Dominique Bertrand : Le cercle sonore


07 Jul 2015

(Revue Itinérance. No 2. Novembre 1986)

« L’homme qui chante ne ment pas. »

Les lignes qui suivent sont inspirées d’une expérience, maintes fois renou­velée, dont la substance est la voix humaine. Elles pourraient ressembler à un éloge de l’acte musical. Elles souhaiteraient plutôt être une contri­bution à ce mystérieux Jeu de Perles de Verre, placé au cœur de la cité idéale imaginée par Hermann Hesse, qui permet de composer ensemble une phrase musicale, une formule mathématique, l’expression d’un visage, un bouquet de fleurs, un rituel océanien, une constellation, etc.

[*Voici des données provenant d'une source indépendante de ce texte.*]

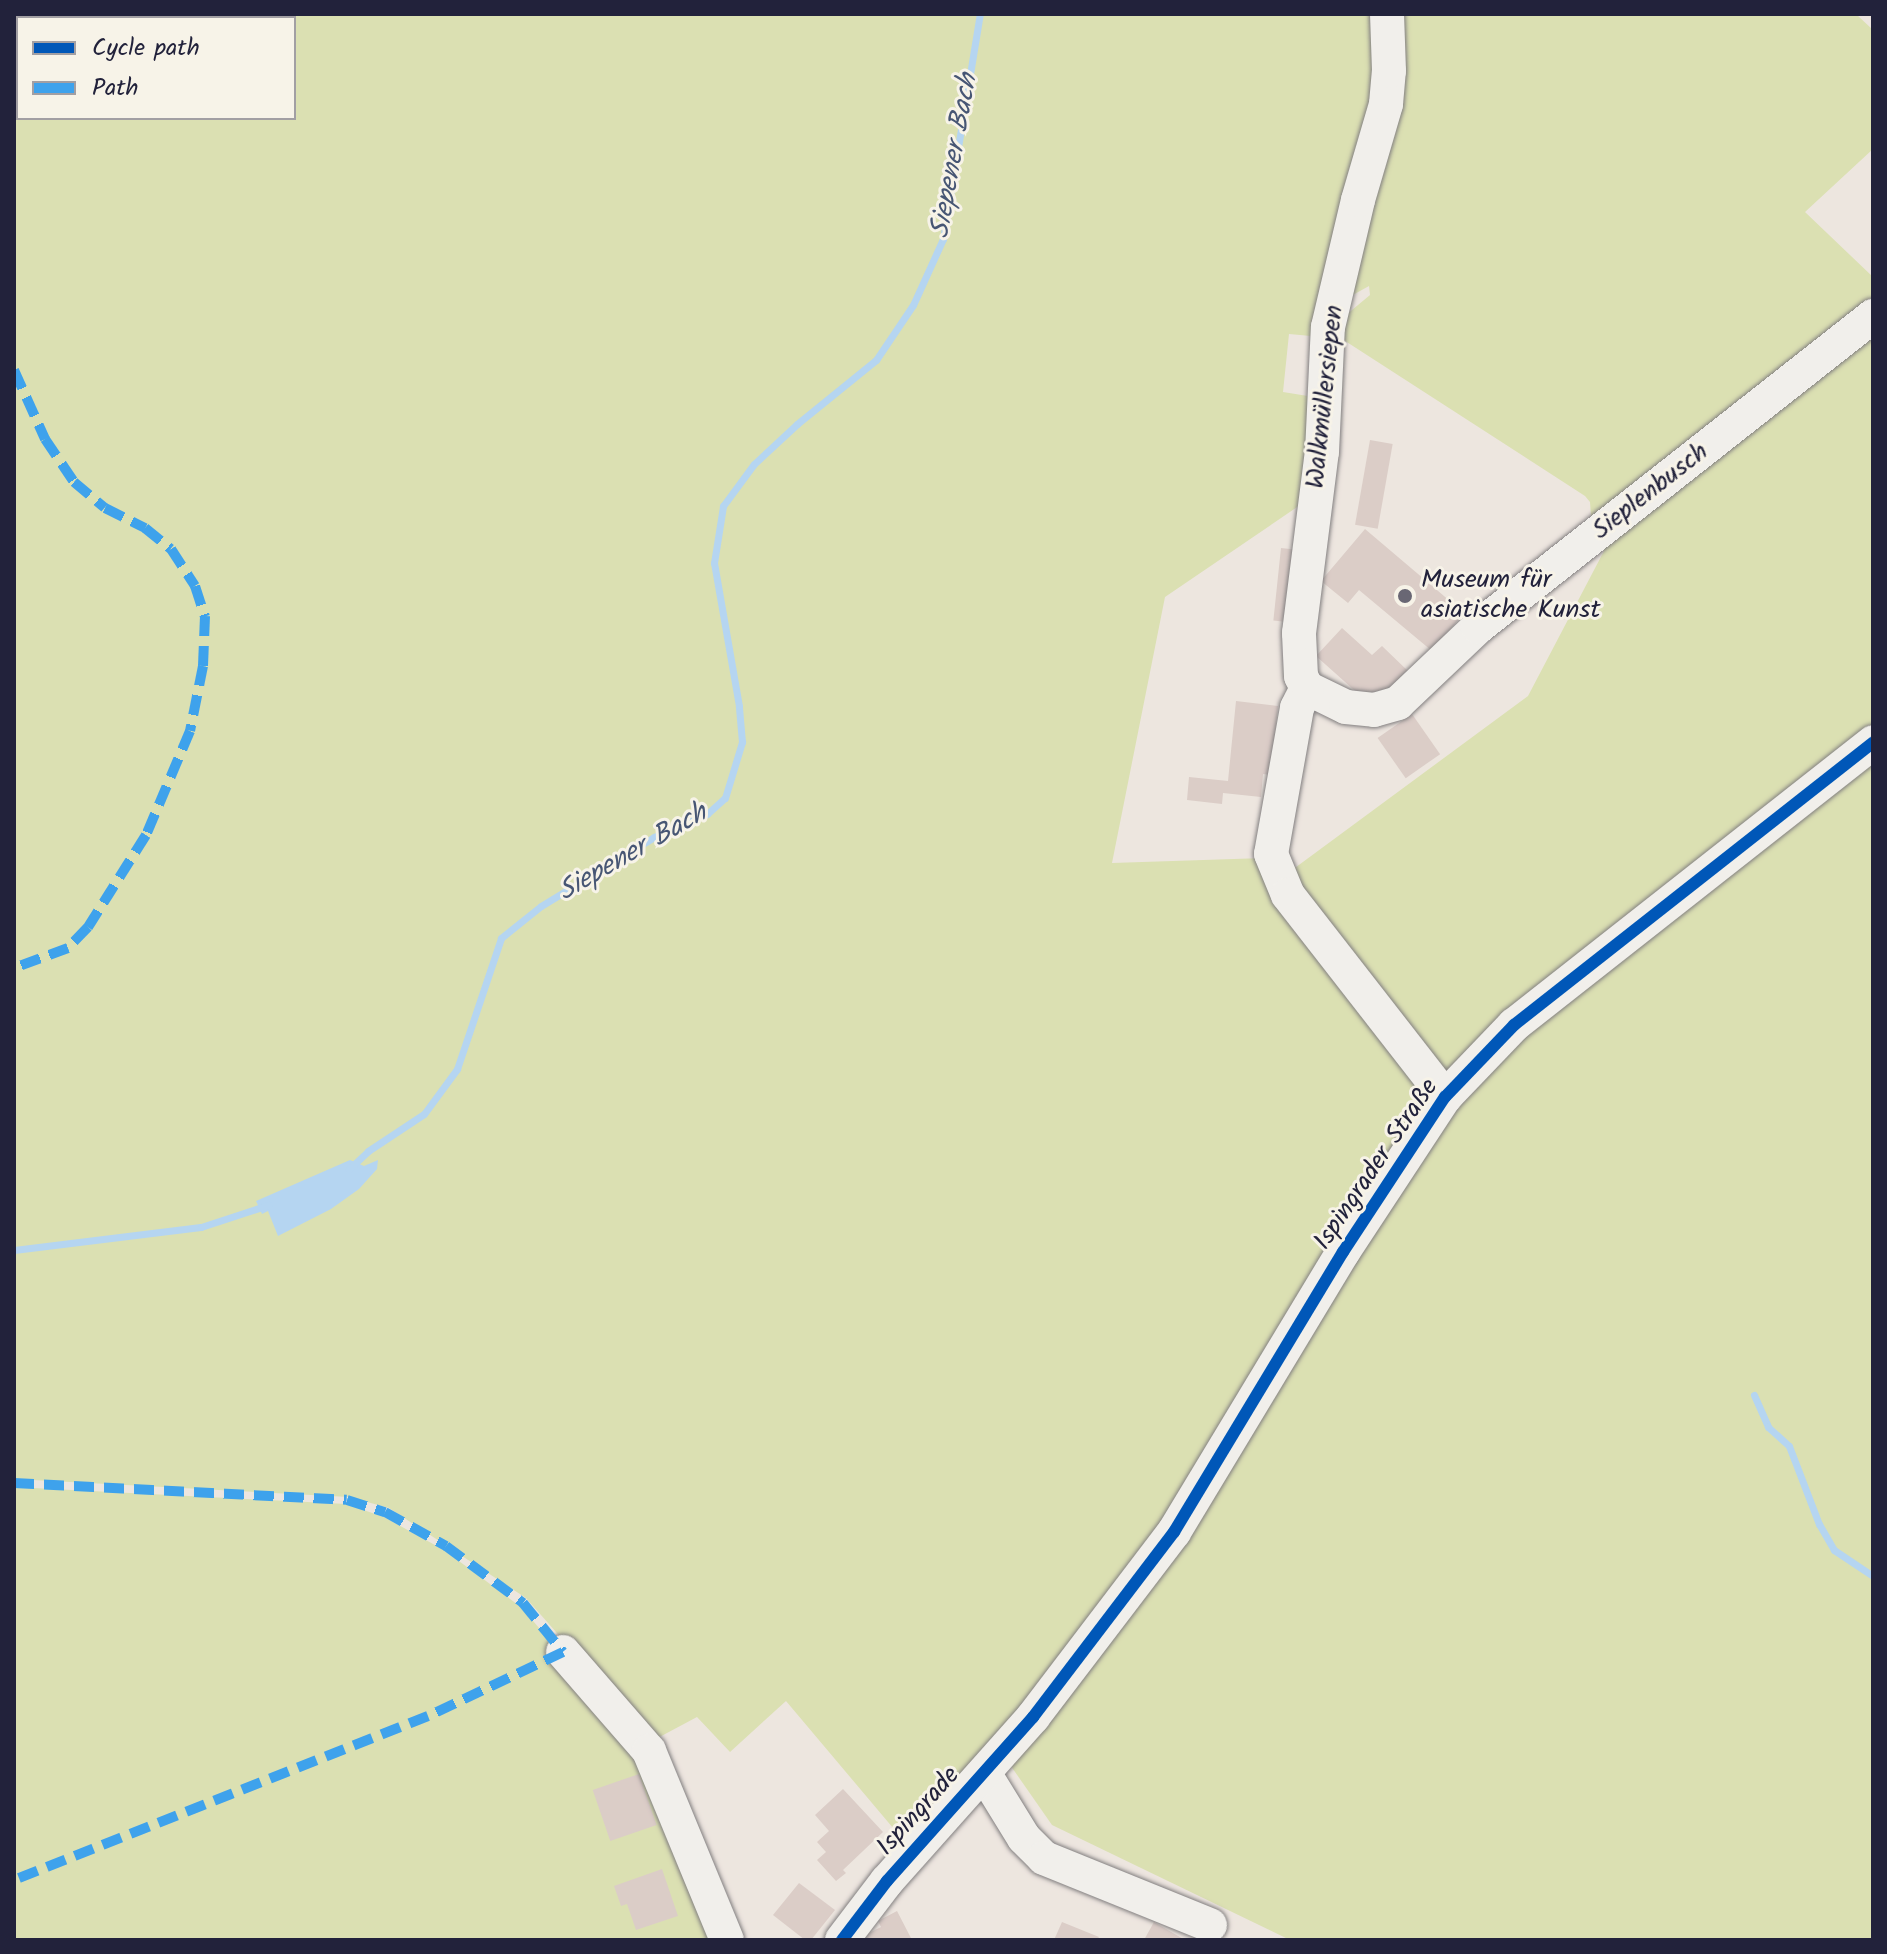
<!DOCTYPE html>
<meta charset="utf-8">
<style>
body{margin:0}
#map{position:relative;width:1887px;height:1954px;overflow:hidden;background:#ede6df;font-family:Kalam,sans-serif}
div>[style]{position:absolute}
.green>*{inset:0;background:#dbe0b2}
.water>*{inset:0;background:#b5d5f1}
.stream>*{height:7px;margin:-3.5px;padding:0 3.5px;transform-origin:3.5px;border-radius:3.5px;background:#b5d5f1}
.building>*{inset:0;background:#dbcdc7;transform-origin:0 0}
.roads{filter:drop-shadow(0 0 2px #827f80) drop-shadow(0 0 2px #827f80)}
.minor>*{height:34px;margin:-17px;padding:0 17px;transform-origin:17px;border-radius:17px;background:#f1efeb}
.quiet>*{height:10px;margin-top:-5px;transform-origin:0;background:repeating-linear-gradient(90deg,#3ea2ec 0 20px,transparent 0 30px)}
.cycleway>*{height:12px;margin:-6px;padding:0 6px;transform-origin:6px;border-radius:6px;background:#0057b8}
.dots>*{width:22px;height:22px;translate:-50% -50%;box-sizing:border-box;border:4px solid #f7f3e8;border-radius:50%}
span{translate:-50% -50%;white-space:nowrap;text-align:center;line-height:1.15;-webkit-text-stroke:6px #f7f3e8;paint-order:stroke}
.street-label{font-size:26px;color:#22223b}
.poi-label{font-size:26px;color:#22223b}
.left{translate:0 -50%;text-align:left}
.water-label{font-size:28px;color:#475674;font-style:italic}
.frame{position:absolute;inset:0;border:16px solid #22223b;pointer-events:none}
.legend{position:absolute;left:16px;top:16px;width:280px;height:104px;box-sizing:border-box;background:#f7f3e8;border:2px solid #a29fa3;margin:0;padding:10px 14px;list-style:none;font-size:24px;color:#22223b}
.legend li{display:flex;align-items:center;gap:16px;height:40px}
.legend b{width:40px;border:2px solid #a29fa3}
</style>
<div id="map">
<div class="green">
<i style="clip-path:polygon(evenodd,14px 14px,1381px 14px,1384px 71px,1311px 336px,1289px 334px,1283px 392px,1314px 397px,1306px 501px,1165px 597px,1112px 863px,1264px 858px,1440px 1099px,1109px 1614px,904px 1841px,786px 1701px,730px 1752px,697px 1717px,652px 1741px,526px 1598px,389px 1508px,349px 1497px,14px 1479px,14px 14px,18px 18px,294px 18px,294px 118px,18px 118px,18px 18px)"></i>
<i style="clip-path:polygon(1394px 14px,1856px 14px,1873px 30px,1873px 149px,1805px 212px,1873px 277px,1873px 314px,1711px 440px,1591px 516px,1590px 502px,1585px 496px,1339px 337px,1346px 315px,1370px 295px,1369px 286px,1342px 301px)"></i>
<i style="clip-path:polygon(1873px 323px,1873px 737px,1447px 1089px,1288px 873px,1528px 696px,1604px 551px,1598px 539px)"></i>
<i style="clip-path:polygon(1873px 746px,1873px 1940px,1290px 1940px,1052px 1825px,1006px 1759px,1456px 1095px)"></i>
<i style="clip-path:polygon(14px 1487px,346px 1504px,384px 1517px,444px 1550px,521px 1607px,646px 1752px,725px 1940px,14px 1940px)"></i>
</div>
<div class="water">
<i style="clip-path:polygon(350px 1160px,364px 1166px,378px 1160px,377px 1169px,359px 1189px,331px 1209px,278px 1236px,268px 1211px,262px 1214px,256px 1201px)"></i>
</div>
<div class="stream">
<i style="left:349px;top:1169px;width:26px;rotate:-43deg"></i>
<i style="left:368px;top:1151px;width:67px;rotate:-33.5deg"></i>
<i style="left:424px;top:1114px;width:56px;rotate:-53.7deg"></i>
<i style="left:457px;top:1069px;width:138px;rotate:-71.4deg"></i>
<i style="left:501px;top:938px;width:51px;rotate:-38.7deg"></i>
<i style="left:541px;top:906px;width:132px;rotate:-31.4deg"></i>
<i style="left:654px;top:837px;width:58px;rotate:-23.5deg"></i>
<i style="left:707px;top:814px;width:24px;rotate:-42deg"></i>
<i style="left:725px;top:798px;width:59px;rotate:-73.1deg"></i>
<i style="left:742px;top:742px;width:36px;rotate:-95deg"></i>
<i style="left:739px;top:706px;width:145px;rotate:-99.9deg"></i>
<i style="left:714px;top:563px;width:58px;rotate:-81deg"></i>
<i style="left:723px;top:506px;width:52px;rotate:-53.6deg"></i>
<i style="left:754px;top:464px;width:59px;rotate:-42.9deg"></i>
<i style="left:797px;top:424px;width:102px;rotate:-39deg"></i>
<i style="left:876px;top:360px;width:66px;rotate:-56.1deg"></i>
<i style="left:913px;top:305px;width:72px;rotate:-65.6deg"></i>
<i style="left:943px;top:239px;width:228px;rotate:-80.7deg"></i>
<i style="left:14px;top:1250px;width:188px;rotate:-7deg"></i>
<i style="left:201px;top:1227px;width:71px;rotate:-18.2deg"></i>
<i style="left:1754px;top:1395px;width:35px;rotate:66deg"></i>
<i style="left:1768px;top:1427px;width:28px;rotate:42deg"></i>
<i style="left:1789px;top:1446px;width:84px;rotate:69deg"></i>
<i style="left:1819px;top:1524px;width:30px;rotate:60deg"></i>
<i style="left:1834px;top:1550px;width:47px;rotate:33.7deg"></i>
</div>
<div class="building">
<i style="left:1370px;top:440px;width:23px;height:86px;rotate:10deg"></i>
<i style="clip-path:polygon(1365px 529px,1464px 613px,1432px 651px,1359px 590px,1348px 603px,1321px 581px)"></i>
<i style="left:1281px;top:548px;width:18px;height:73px;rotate:6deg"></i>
<i style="clip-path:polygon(1342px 628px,1372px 655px,1382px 646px,1408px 671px,1377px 704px,1363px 698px,1316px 656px)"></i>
<i style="clip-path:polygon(1236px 701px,1278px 706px,1271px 775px,1263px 774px,1261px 797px,1223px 793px,1222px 804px,1187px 800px,1189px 777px,1228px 781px)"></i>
<i style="left:1412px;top:714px;width:49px;height:42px;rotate:55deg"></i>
<i style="left:639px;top:1774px;width:54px;height:49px;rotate:71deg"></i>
<i style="clip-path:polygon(843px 1789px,883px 1832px,843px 1870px,846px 1873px,836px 1881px,817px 1860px,826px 1852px,817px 1842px,829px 1831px,815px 1815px)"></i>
<i style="clip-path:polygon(662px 1869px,678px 1916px,636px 1930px,627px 1904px,621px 1906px,614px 1886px)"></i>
<i style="clip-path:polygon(799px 1883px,835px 1910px,811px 1940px,805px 1940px,773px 1915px)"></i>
<i style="clip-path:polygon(897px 1911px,912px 1940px,855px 1940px,881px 1927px,878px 1921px)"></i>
<i style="clip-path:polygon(1062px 1922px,1099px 1937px,1097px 1940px,1054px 1940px)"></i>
<i style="clip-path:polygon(1154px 1922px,1185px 1940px,1144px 1940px)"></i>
</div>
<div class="roads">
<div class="minor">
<i style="left:1307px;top:688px;width:43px;rotate:26deg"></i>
<i style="left:1346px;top:707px;width:28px;rotate:6deg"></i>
<i style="left:1374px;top:710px;width:25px;rotate:-16deg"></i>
<i style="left:1398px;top:703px;width:110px;rotate:-43.5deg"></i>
<i style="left:1478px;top:627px;width:503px;rotate:-38.21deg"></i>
<i style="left:1307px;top:688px;width:13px;rotate:-117deg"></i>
<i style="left:1301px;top:676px;width:43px;rotate:-92.7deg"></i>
<i style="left:1299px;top:633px;width:182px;rotate:-82.8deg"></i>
<i style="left:1322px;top:452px;width:125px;rotate:-87.3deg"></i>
<i style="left:1328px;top:327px;width:130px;rotate:-76.7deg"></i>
<i style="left:1358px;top:200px;width:100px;rotate:-73.7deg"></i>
<i style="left:1386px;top:104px;width:33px;rotate:-85deg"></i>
<i style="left:1389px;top:71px;width:57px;rotate:-92deg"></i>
<i style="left:1307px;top:688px;width:22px;rotate:117deg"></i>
<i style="left:1297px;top:708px;width:148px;rotate:100.1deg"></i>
<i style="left:1271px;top:854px;width:44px;rotate:67.5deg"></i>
<i style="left:1288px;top:895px;width:256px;rotate:52.1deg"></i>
<i style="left:563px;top:1652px;width:131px;rotate:49deg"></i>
<i style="left:649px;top:1751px;width:204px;rotate:67.6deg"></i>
<i style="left:984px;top:1773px;width:76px;rotate:58.4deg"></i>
<i style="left:1024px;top:1838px;width:28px;rotate:45deg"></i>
<i style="left:1044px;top:1858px;width:179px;rotate:22deg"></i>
<i style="left:842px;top:1940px;width:74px;rotate:-52.7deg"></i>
<i style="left:887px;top:1881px;width:220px;rotate:-48.3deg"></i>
<i style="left:1033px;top:1717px;width:233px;rotate:-52.7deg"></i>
<i style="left:1174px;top:1532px;width:327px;rotate:-58.9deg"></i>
<i style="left:1343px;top:1252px;width:186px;rotate:-56.7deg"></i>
<i style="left:1445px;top:1097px;width:100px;rotate:-46.2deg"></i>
<i style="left:1514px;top:1025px;width:457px;rotate:-38.2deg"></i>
</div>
</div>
<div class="quiet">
<i style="left:14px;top:370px;width:76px;rotate:65.8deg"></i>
<i style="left:45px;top:439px;width:52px;rotate:56deg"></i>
<i style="left:74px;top:482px;width:40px;rotate:40deg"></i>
<i style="left:105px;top:508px;width:45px;rotate:26.6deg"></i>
<i style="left:145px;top:528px;width:33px;rotate:39deg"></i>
<i style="left:171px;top:549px;width:44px;rotate:57deg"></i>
<i style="left:195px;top:586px;width:32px;rotate:72deg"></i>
<i style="left:205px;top:616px;width:50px;rotate:92.3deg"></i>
<i style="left:203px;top:666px;width:66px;rotate:101.3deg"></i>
<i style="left:190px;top:731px;width:113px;rotate:112.9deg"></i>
<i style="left:146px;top:835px;width:109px;rotate:122.2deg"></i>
<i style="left:88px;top:927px;width:29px;rotate:134deg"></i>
<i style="left:68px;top:948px;width:58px;rotate:159.7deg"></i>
<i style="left:14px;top:1483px;width:333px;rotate:2.9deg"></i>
<i style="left:347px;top:1500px;width:40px;rotate:18deg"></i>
<i style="left:385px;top:1512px;width:70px;rotate:29.1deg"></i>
<i style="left:446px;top:1546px;width:96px;rotate:36.5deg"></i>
<i style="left:523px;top:1603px;width:63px;rotate:50.8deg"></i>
<i style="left:563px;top:1652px;width:149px;rotate:154.6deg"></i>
<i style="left:428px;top:1716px;width:445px;rotate:158.4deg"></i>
</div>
<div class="cycleway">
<i style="left:842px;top:1940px;width:74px;rotate:-52.7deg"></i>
<i style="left:887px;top:1881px;width:220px;rotate:-48.3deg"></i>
<i style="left:1033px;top:1717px;width:233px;rotate:-52.7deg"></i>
<i style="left:1174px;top:1532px;width:327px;rotate:-58.9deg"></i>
<i style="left:1343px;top:1252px;width:186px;rotate:-56.7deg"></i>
<i style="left:1445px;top:1097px;width:100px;rotate:-46.2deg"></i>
<i style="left:1514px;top:1025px;width:457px;rotate:-38.2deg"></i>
</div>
<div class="dots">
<i style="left:1405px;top:596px;background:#696774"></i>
</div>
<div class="street-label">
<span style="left:1326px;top:397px;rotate:-84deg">Walkmüllersiepen</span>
<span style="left:1651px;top:492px;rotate:-38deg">Sieplenbusch</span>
<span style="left:1377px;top:1165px;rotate:-56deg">Ispingrader Straße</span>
<span style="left:919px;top:1812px;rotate:-48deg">Ispingrade</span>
</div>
<div class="poi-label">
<span class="left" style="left:1421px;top:596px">Museum für<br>asiatische Kunst</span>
</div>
<div class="water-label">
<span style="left:955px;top:156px;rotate:-80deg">Siepener Bach</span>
<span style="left:633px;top:853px;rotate:-30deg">Siepener Bach</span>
</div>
<div class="frame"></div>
<ul class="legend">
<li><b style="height:10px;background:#0057b8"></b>Cycle path</li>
<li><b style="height:10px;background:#3ea2ec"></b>Path</li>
</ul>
</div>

Fruit de plusieurs années de recherches sur le son, l’expérience consistait tout d’abord en une simple improvisation collective. Mais très vite la réso­nance vécue ouvrit d’autres perspectives, où beaucoup pressentirent la possibilité d’une nouvelle « présence d’esprit ». Avant de réfléchir plus avant sur les implications de cette expérience, nous allons nous imaginer prenant place au cercle sonore.

Plusieurs personnes, qui a priori ne se connaissent pas, forment un cercle silencieux ; la plupart n’ont aucune expérience musicale ni vocale ; aucune consigne technique n’est donnée quant à la tonalité, à l’harmonie, au mode ou à la mélodie ; l’attention est seulement orien­tée vers le lieu intérieur où le désir sonore est en attente : lieu vivant, discret, sensible…

Lorsque le silence est devenu présence, il suffit de laisser aller le souffle pour qu’il devienne son.

Le cercle se trouve alors auréolé d’un halo sonore où toutes les voix con­fondues forment une substance confuse, mouvante, indéfinissable. Irré­sistiblement une mémoire lointaine est appelée, comme la rumeur d’un ancien océan, à l’aube du monde.

Tous les temps, tous les espaces semblent dissous dans cette matière sonore indifférenciée, vivante de toutes les possibilités, où l’oreille croit déceler les germes de mille chants insaisissables.

Il est impossible de décrire toutes les sensations qui s’éveillent alors simul­tanément : la joie, la peur, l’exaltation, le malaise, le soulagement, le vertige, la sérénité s’entremêlent dans ce « chaos sensible ».

Puis, renouvelant l’acte originel de toute genèse, les premières différen­ciations s’opèrent dans la masse sonore : quelques voix se détachent, se risquent dans l’espace harmonique, ouvrant dans la substance des inter­valles où les premières qualités se manifestent.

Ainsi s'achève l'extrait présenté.